*Data records*:
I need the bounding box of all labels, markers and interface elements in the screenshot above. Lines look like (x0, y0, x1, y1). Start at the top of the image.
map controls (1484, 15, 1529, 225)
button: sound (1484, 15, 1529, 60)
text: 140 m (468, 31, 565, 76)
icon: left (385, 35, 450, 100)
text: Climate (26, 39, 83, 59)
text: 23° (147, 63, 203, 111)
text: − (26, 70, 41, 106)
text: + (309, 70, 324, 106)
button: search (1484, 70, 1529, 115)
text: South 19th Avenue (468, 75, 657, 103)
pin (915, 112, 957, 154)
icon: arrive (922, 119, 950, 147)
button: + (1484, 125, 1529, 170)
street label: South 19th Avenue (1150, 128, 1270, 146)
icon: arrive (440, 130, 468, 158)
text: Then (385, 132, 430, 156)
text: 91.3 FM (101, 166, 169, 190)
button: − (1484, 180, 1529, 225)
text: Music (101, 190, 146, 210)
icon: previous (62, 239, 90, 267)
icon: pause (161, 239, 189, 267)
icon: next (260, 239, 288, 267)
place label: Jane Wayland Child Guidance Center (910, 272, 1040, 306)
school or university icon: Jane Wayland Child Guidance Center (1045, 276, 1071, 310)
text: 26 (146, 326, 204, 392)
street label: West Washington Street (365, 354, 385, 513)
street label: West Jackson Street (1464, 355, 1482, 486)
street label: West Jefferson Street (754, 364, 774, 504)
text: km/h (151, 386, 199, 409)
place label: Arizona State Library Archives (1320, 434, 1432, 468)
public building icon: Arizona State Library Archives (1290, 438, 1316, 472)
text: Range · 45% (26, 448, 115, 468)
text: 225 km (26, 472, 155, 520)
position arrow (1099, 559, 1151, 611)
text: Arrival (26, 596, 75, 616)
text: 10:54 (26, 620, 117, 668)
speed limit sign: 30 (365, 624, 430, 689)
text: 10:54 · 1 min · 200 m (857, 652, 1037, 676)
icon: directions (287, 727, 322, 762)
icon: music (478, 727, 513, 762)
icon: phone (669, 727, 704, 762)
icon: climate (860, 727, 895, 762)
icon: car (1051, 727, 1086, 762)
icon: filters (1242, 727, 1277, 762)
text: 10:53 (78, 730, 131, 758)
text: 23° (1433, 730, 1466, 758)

*Aim of the task*: A verbatim copy of the listing is to be returned in full.

*Written solution*:
I need the bounding box of all labels, markers and interface elements in the screenshot above. Lines look like (x0, y0, x1, y1). Start at the top of the image.
map controls (1484, 15, 1529, 225)
button: sound (1484, 15, 1529, 60)
text: 140 m (468, 31, 565, 76)
icon: left (385, 35, 450, 100)
text: Climate (26, 39, 83, 59)
text: 23° (147, 63, 203, 111)
text: − (26, 70, 41, 106)
text: + (309, 70, 324, 106)
button: search (1484, 70, 1529, 115)
text: South 19th Avenue (468, 75, 657, 103)
pin (915, 112, 957, 154)
icon: arrive (922, 119, 950, 147)
button: + (1484, 125, 1529, 170)
street label: South 19th Avenue (1150, 128, 1270, 146)
icon: arrive (440, 130, 468, 158)
text: Then (385, 132, 430, 156)
text: 91.3 FM (101, 166, 169, 190)
button: − (1484, 180, 1529, 225)
text: Music (101, 190, 146, 210)
icon: previous (62, 239, 90, 267)
icon: pause (161, 239, 189, 267)
icon: next (260, 239, 288, 267)
place label: Jane Wayland Child Guidance Center (910, 272, 1040, 306)
school or university icon: Jane Wayland Child Guidance Center (1045, 276, 1071, 310)
text: 26 (146, 326, 204, 392)
street label: West Washington Street (365, 354, 385, 513)
street label: West Jackson Street (1464, 355, 1482, 486)
street label: West Jefferson Street (754, 364, 774, 504)
text: km/h (151, 386, 199, 409)
place label: Arizona State Library Archives (1320, 434, 1432, 468)
public building icon: Arizona State Library Archives (1290, 438, 1316, 472)
text: Range · 45% (26, 448, 115, 468)
text: 225 km (26, 472, 155, 520)
position arrow (1099, 559, 1151, 611)
text: Arrival (26, 596, 75, 616)
text: 10:54 (26, 620, 117, 668)
speed limit sign: 30 (365, 624, 430, 689)
text: 10:54 · 1 min · 200 m (857, 652, 1037, 676)
icon: directions (287, 727, 322, 762)
icon: music (478, 727, 513, 762)
icon: phone (669, 727, 704, 762)
icon: climate (860, 727, 895, 762)
icon: car (1051, 727, 1086, 762)
icon: filters (1242, 727, 1277, 762)
text: 10:53 (78, 730, 131, 758)
text: 23° (1433, 730, 1466, 758)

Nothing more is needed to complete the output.